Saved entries
[Start of Attachment]
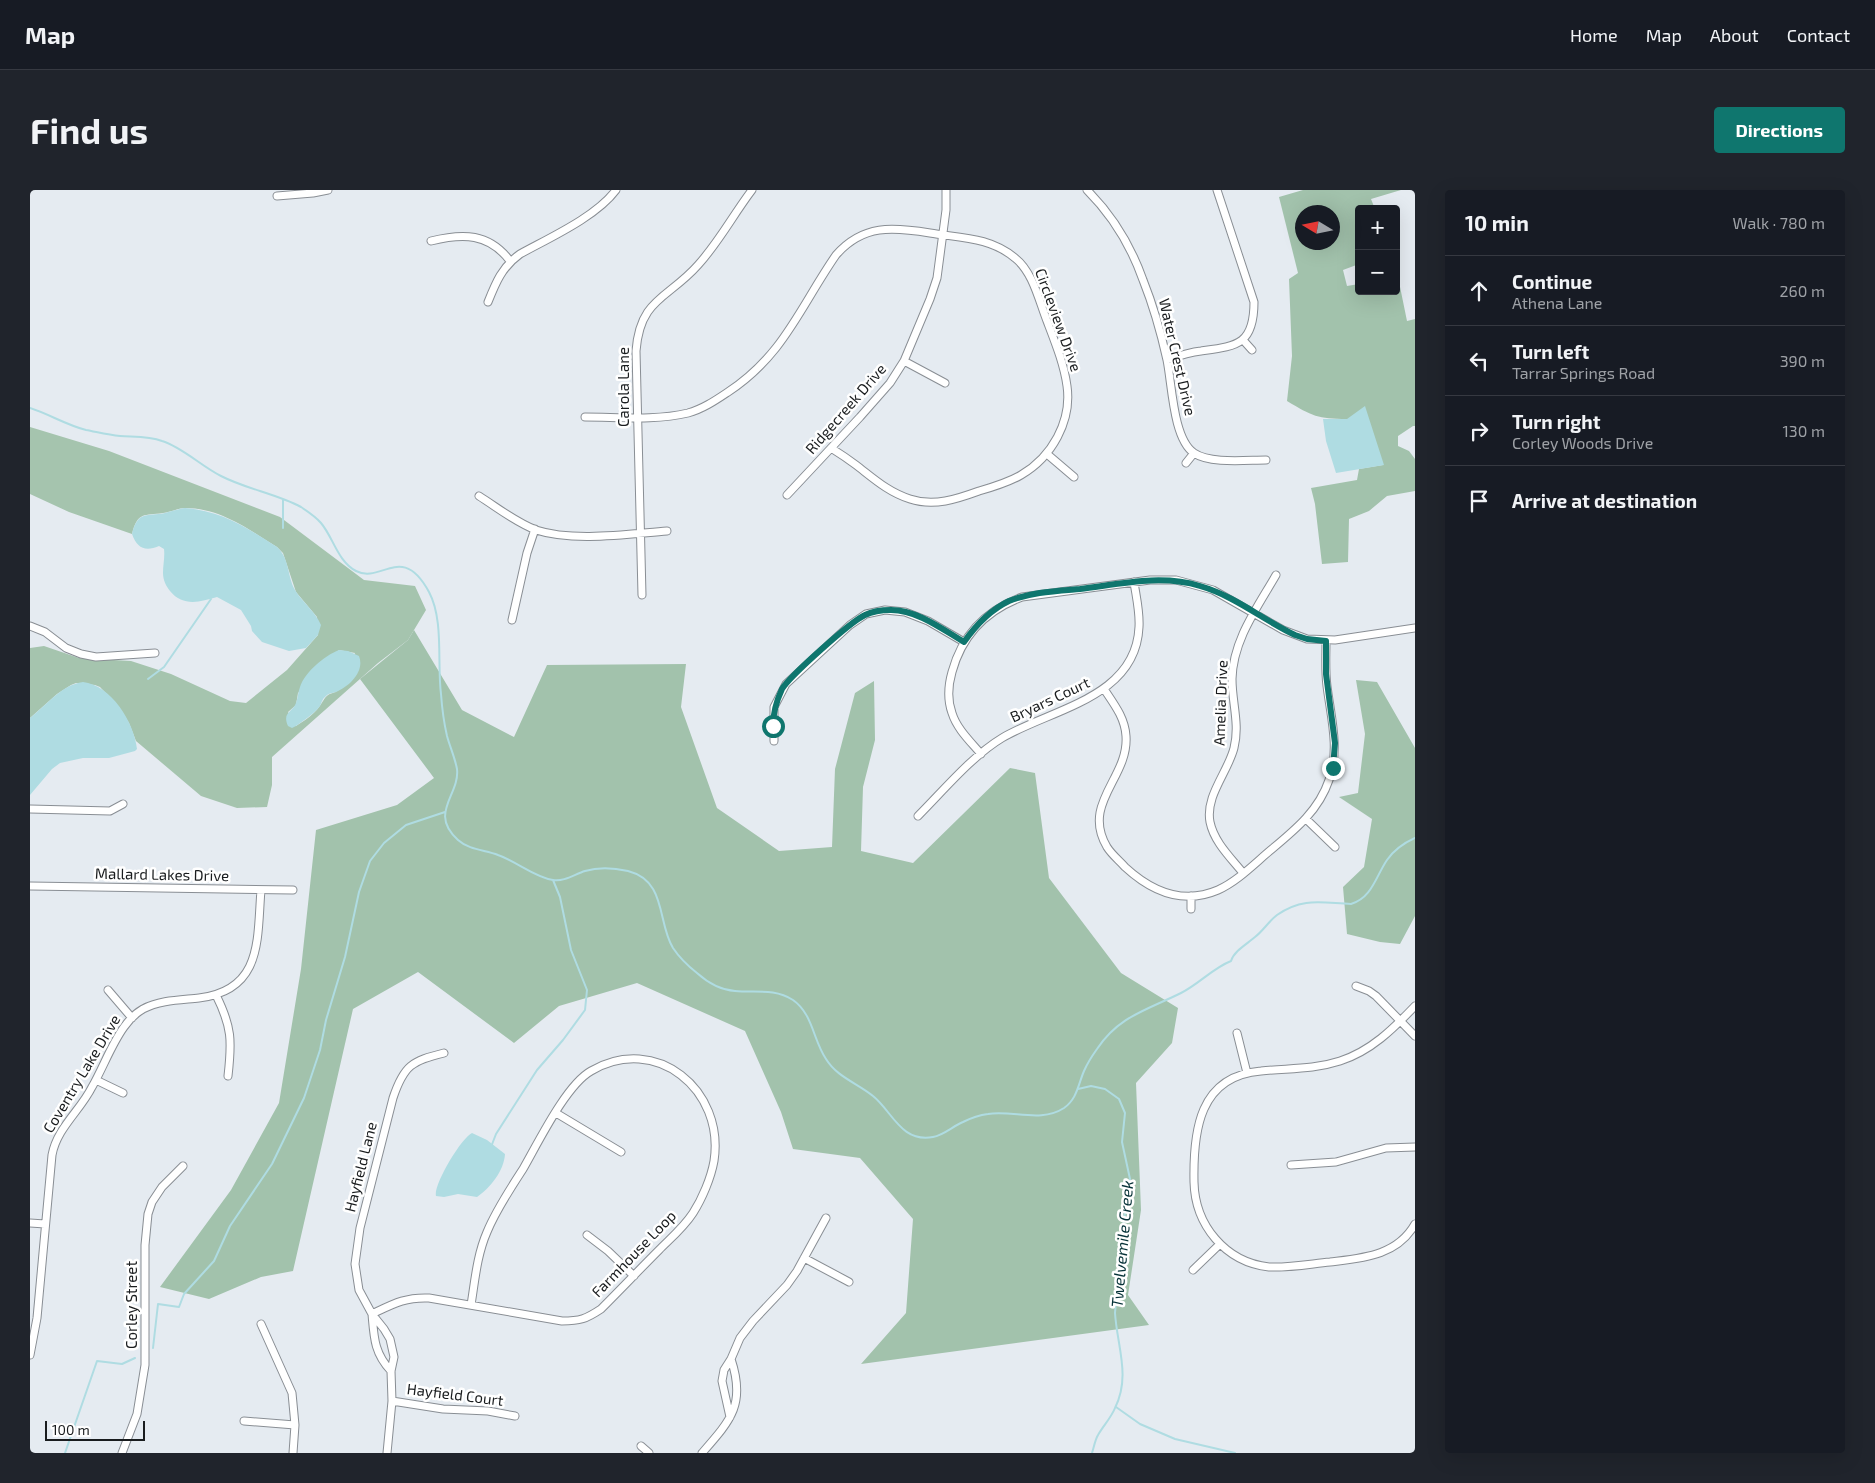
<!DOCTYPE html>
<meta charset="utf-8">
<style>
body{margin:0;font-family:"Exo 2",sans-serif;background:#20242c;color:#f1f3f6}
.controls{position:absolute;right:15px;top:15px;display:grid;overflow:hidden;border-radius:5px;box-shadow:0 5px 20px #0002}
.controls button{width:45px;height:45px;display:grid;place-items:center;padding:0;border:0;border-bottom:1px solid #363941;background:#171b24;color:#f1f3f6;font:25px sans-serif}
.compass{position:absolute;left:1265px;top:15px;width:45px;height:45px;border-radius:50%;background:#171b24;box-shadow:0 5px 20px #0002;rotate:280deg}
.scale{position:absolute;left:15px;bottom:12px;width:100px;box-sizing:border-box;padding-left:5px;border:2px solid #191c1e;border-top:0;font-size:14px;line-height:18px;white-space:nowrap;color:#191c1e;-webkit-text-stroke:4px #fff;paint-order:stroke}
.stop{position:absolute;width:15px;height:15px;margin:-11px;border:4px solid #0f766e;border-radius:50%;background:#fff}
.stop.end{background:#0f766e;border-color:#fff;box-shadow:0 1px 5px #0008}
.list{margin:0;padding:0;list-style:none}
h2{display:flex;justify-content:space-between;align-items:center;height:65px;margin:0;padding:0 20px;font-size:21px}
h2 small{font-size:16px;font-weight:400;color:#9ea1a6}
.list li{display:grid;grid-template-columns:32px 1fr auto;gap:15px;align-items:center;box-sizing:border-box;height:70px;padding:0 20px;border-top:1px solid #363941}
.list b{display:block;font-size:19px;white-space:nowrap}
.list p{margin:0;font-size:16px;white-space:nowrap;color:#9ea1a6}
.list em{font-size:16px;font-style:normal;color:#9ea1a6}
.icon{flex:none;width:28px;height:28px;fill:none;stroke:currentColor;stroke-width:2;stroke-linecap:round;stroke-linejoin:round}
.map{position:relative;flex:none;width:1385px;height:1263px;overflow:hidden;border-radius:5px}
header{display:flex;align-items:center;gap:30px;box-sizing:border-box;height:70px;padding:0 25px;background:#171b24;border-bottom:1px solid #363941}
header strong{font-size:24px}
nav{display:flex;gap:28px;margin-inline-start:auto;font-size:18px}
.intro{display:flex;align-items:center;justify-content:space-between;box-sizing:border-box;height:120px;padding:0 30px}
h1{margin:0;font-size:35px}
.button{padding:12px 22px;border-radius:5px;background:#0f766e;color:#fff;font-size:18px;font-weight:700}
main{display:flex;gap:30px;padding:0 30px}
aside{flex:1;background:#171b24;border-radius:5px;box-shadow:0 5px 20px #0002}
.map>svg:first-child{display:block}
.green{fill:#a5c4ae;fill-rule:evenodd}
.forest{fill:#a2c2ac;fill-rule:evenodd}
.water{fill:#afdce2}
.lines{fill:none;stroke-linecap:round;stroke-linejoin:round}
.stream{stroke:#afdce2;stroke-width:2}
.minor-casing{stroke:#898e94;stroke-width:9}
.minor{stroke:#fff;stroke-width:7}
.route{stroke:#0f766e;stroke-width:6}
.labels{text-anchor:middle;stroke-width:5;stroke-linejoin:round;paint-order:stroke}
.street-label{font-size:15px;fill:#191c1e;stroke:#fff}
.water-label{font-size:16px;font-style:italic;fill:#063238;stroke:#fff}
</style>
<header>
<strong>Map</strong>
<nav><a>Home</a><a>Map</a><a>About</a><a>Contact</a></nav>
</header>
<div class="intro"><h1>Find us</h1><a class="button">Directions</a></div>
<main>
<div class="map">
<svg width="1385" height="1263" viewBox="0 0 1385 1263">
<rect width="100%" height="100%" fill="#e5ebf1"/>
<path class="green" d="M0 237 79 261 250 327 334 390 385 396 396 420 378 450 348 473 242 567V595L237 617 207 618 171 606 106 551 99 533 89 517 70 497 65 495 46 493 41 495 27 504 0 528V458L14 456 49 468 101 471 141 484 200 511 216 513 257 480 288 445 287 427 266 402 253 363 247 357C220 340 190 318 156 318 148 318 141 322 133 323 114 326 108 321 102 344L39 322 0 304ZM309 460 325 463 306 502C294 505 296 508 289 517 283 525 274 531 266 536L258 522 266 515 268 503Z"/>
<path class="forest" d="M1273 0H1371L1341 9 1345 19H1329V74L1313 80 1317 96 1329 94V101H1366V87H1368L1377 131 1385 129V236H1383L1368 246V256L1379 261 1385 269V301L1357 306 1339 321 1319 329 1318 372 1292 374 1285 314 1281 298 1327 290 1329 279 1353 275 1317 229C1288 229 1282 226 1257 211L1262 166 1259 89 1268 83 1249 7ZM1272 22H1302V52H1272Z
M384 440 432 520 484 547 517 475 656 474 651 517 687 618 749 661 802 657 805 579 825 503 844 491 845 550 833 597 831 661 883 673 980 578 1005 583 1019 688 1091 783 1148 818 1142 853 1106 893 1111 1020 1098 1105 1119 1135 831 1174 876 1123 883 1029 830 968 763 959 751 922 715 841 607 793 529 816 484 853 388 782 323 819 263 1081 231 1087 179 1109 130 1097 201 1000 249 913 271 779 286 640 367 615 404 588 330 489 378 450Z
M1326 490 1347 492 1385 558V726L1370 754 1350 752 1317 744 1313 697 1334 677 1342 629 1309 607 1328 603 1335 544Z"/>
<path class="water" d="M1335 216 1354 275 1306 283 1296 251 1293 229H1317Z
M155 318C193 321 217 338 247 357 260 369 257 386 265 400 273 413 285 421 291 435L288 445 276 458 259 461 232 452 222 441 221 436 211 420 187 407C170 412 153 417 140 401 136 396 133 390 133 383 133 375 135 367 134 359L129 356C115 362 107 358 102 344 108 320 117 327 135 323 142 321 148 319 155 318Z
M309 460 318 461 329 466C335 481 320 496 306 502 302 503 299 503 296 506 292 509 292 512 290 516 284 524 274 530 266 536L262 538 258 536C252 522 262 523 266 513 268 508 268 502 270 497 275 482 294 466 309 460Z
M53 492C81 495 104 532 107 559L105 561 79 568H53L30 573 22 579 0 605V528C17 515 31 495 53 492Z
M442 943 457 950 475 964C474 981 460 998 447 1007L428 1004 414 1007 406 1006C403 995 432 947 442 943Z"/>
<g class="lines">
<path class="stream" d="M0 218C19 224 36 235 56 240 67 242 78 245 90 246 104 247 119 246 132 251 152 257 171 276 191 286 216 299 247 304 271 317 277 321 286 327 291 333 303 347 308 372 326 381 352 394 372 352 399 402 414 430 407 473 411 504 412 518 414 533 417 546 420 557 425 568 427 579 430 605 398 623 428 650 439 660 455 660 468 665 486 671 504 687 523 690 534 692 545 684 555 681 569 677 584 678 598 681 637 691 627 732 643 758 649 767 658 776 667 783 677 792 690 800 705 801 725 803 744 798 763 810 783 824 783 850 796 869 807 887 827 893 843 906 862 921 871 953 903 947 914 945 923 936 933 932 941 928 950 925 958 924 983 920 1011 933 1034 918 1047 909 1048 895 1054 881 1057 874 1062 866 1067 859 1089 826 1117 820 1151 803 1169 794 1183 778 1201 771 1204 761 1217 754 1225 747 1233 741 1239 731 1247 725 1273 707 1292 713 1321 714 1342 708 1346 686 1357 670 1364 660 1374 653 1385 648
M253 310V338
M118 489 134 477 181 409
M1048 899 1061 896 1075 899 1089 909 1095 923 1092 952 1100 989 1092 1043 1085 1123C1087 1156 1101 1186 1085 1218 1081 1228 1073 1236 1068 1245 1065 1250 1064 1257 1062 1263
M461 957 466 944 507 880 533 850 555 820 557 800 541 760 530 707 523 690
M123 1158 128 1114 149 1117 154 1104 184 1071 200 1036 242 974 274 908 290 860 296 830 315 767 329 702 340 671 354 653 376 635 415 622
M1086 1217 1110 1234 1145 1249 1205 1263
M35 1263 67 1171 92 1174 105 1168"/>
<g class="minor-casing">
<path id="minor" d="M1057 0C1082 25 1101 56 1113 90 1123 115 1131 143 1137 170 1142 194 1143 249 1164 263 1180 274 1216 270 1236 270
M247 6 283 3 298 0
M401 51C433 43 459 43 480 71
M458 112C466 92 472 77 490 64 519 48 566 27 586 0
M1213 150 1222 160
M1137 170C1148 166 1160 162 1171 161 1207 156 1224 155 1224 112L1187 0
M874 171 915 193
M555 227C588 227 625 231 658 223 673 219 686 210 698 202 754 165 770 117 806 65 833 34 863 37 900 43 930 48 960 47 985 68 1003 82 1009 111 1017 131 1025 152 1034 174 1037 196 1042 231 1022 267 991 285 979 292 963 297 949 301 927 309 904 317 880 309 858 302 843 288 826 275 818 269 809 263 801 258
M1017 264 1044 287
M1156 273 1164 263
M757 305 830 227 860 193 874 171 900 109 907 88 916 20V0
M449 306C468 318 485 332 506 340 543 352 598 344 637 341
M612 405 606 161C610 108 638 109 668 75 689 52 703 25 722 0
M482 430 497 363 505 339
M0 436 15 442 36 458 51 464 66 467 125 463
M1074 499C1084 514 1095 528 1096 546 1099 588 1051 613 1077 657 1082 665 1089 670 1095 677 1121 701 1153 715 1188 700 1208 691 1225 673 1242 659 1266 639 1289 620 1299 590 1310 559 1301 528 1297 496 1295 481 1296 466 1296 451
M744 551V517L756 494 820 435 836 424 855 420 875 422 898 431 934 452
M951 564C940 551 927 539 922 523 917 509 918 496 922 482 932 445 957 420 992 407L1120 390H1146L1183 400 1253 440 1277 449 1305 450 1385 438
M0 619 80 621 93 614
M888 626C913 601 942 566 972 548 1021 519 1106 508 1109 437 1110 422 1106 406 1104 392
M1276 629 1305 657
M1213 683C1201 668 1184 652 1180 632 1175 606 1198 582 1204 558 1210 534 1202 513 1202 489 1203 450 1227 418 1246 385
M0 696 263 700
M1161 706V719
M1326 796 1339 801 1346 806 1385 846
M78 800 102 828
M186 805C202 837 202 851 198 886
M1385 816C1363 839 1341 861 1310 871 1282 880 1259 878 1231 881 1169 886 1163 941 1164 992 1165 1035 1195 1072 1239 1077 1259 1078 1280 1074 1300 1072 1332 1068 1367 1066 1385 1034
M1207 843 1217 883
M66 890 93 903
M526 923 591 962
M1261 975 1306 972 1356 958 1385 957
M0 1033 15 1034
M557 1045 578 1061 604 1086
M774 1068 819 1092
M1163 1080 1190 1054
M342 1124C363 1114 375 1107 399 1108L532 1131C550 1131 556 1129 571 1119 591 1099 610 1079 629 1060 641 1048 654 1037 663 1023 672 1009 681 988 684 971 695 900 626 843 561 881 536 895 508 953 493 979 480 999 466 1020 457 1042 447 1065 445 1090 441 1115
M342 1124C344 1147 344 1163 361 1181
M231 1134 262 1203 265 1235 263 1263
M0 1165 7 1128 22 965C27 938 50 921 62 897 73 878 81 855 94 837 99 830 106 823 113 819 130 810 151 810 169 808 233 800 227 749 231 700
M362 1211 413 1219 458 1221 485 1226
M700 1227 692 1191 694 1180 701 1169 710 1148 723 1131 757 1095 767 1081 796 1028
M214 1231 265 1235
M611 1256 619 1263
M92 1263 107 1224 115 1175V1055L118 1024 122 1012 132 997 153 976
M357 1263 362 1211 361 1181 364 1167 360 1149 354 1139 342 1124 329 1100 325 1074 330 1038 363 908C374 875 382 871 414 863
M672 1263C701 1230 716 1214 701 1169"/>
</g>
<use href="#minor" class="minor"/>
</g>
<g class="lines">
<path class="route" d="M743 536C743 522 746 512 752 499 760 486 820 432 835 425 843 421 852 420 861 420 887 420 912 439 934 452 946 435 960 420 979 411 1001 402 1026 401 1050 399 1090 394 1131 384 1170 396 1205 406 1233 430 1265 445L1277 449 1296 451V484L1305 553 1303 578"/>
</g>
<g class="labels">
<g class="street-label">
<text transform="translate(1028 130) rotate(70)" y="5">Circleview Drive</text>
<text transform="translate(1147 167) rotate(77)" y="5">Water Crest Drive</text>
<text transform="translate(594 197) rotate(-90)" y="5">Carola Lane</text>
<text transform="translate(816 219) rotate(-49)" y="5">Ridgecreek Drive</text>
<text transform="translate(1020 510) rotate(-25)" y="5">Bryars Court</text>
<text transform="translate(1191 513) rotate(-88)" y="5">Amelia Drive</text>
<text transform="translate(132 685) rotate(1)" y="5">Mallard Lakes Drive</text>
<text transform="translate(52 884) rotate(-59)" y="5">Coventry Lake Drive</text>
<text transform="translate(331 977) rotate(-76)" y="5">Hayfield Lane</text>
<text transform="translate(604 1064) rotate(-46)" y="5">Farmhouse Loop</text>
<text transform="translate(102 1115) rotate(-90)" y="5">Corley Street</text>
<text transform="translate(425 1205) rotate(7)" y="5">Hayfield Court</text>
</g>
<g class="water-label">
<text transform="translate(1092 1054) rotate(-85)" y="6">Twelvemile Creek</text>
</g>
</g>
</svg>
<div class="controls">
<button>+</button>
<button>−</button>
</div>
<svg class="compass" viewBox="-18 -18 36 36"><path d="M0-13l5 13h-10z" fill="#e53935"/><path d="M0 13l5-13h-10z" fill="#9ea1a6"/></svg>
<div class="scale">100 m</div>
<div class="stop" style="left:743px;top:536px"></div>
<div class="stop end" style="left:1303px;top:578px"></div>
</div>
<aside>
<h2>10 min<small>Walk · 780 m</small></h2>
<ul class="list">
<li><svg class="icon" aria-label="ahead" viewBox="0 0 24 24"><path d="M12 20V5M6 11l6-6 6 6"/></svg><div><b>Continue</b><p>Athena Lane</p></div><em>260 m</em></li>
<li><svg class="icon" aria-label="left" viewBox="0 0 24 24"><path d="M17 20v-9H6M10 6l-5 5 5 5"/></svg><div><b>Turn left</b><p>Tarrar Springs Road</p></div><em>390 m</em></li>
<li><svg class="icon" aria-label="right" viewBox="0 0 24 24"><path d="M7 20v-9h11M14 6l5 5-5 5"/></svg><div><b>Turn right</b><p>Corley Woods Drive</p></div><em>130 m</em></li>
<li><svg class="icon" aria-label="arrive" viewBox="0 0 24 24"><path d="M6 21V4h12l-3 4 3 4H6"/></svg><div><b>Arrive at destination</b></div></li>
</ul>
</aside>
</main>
[End of Attachment]
● **TASK TO COMPLETE**: Each line above that contains "compass" must be copied out.

● **RESPONSE TO THE TASK**:
.compass{position:absolute;left:1265px;top:15px;width:45px;height:45px;border-radius:50%;background:#171b24;box-shadow:0 5px 20px #0002;rotate:280deg}
<svg class="compass" viewBox="-18 -18 36 36"><path d="M0-13l5 13h-10z" fill="#e53935"/><path d="M0 13l5-13h-10z" fill="#9ea1a6"/></svg>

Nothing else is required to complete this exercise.